───── Exercise data

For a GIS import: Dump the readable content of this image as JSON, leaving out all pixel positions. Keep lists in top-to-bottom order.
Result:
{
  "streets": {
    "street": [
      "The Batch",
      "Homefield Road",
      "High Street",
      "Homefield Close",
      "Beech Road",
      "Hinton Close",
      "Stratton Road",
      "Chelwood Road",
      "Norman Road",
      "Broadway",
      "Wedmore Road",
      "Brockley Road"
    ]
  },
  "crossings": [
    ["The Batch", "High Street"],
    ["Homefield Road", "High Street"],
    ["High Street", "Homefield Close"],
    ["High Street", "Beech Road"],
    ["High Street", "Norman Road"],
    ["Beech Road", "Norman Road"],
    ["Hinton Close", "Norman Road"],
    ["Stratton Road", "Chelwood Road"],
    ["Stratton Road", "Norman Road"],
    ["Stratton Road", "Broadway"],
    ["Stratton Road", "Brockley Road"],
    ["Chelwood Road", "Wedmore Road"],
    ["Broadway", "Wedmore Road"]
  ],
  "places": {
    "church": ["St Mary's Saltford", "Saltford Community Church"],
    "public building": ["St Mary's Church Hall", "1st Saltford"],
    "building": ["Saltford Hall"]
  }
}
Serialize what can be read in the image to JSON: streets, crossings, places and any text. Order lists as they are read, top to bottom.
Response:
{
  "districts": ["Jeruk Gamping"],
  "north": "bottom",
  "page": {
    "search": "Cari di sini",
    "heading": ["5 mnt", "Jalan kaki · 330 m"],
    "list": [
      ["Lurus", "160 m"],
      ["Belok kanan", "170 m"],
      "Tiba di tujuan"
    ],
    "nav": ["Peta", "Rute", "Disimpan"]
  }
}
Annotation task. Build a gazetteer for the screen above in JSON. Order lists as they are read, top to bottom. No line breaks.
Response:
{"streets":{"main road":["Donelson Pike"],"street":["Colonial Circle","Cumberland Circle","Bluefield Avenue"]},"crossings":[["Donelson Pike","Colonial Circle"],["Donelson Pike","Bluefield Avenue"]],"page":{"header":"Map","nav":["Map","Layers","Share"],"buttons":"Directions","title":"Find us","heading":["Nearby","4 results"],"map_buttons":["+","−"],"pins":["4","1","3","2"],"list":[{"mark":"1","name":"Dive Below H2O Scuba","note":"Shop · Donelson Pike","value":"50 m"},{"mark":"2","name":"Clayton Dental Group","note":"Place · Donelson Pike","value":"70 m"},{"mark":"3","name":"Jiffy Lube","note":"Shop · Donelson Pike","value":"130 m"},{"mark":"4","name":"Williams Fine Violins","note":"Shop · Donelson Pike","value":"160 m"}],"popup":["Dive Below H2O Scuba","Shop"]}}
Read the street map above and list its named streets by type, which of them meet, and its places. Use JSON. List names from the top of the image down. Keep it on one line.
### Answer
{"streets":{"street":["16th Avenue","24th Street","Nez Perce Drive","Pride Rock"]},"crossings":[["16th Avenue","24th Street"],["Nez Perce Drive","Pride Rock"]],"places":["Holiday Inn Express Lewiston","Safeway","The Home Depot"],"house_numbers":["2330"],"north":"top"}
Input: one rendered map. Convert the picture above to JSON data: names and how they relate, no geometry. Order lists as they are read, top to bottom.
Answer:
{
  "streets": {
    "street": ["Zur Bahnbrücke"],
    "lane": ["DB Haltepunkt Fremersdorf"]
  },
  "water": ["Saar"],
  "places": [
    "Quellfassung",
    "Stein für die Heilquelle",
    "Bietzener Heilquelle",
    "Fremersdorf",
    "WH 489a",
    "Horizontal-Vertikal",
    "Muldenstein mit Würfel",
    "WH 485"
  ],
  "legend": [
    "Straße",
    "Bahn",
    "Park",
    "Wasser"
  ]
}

──────────

Exercise details:
Prepare a faithful transcription of the material above, with nothing altered.

Completed task:
For a GIS import: Dump the readable content of this image as JSON, leaving out all pixel positions. Keep lists in top-to-bottom order.
Result:
{
  "streets": {
    "street": [
      "The Batch",
      "Homefield Road",
      "High Street",
      "Homefield Close",
      "Beech Road",
      "Hinton Close",
      "Stratton Road",
      "Chelwood Road",
      "Norman Road",
      "Broadway",
      "Wedmore Road",
      "Brockley Road"
    ]
  },
  "crossings": [
    ["The Batch", "High Street"],
    ["Homefield Road", "High Street"],
    ["High Street", "Homefield Close"],
    ["High Street", "Beech Road"],
    ["High Street", "Norman Road"],
    ["Beech Road", "Norman Road"],
    ["Hinton Close", "Norman Road"],
    ["Stratton Road", "Chelwood Road"],
    ["Stratton Road", "Norman Road"],
    ["Stratton Road", "Broadway"],
    ["Stratton Road", "Brockley Road"],
    ["Chelwood Road", "Wedmore Road"],
    ["Broadway", "Wedmore Road"]
  ],
  "places": {
    "church": ["St Mary's Saltford", "Saltford Community Church"],
    "public building": ["St Mary's Church Hall", "1st Saltford"],
    "building": ["Saltford Hall"]
  }
}
Serialize what can be read in the image to JSON: streets, crossings, places and any text. Order lists as they are read, top to bottom.
Response:
{
  "districts": ["Jeruk Gamping"],
  "north": "bottom",
  "page": {
    "search": "Cari di sini",
    "heading": ["5 mnt", "Jalan kaki · 330 m"],
    "list": [
      ["Lurus", "160 m"],
      ["Belok kanan", "170 m"],
      "Tiba di tujuan"
    ],
    "nav": ["Peta", "Rute", "Disimpan"]
  }
}
Annotation task. Build a gazetteer for the screen above in JSON. Order lists as they are read, top to bottom. No line breaks.
Response:
{"streets":{"main road":["Donelson Pike"],"street":["Colonial Circle","Cumberland Circle","Bluefield Avenue"]},"crossings":[["Donelson Pike","Colonial Circle"],["Donelson Pike","Bluefield Avenue"]],"page":{"header":"Map","nav":["Map","Layers","Share"],"buttons":"Directions","title":"Find us","heading":["Nearby","4 results"],"map_buttons":["+","−"],"pins":["4","1","3","2"],"list":[{"mark":"1","name":"Dive Below H2O Scuba","note":"Shop · Donelson Pike","value":"50 m"},{"mark":"2","name":"Clayton Dental Group","note":"Place · Donelson Pike","value":"70 m"},{"mark":"3","name":"Jiffy Lube","note":"Shop · Donelson Pike","value":"130 m"},{"mark":"4","name":"Williams Fine Violins","note":"Shop · Donelson Pike","value":"160 m"}],"popup":["Dive Below H2O Scuba","Shop"]}}
Read the street map above and list its named streets by type, which of them meet, and its places. Use JSON. List names from the top of the image down. Keep it on one line.
### Answer
{"streets":{"street":["16th Avenue","24th Street","Nez Perce Drive","Pride Rock"]},"crossings":[["16th Avenue","24th Street"],["Nez Perce Drive","Pride Rock"]],"places":["Holiday Inn Express Lewiston","Safeway","The Home Depot"],"house_numbers":["2330"],"north":"top"}
Input: one rendered map. Convert the picture above to JSON data: names and how they relate, no geometry. Order lists as they are read, top to bottom.
Answer:
{
  "streets": {
    "street": ["Zur Bahnbrücke"],
    "lane": ["DB Haltepunkt Fremersdorf"]
  },
  "water": ["Saar"],
  "places": [
    "Quellfassung",
    "Stein für die Heilquelle",
    "Bietzener Heilquelle",
    "Fremersdorf",
    "WH 489a",
    "Horizontal-Vertikal",
    "Muldenstein mit Würfel",
    "WH 485"
  ],
  "legend": [
    "Straße",
    "Bahn",
    "Park",
    "Wasser"
  ]
}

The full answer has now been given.